## Problem statement
The data that follows is to be given again, exactly as written.

Collected data entries
┄┄┄┄┄┄┄┄┄┄
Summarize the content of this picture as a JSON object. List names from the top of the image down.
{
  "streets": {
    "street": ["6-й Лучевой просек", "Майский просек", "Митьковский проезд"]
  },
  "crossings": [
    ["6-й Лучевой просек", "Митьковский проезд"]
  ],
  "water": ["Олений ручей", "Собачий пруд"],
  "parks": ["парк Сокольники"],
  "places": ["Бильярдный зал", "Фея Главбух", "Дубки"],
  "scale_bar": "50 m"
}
┄┄┄┄┄┄┄┄┄┄
## Task answer
Summarize the content of this picture as a JSON object. List names from the top of the image down.
{
  "streets": {
    "street": ["6-й Лучевой просек", "Майский просек", "Митьковский проезд"]
  },
  "crossings": [
    ["6-й Лучевой просек", "Митьковский проезд"]
  ],
  "water": ["Олений ручей", "Собачий пруд"],
  "parks": ["парк Сокольники"],
  "places": ["Бильярдный зал", "Фея Главбух", "Дубки"],
  "scale_bar": "50 m"
}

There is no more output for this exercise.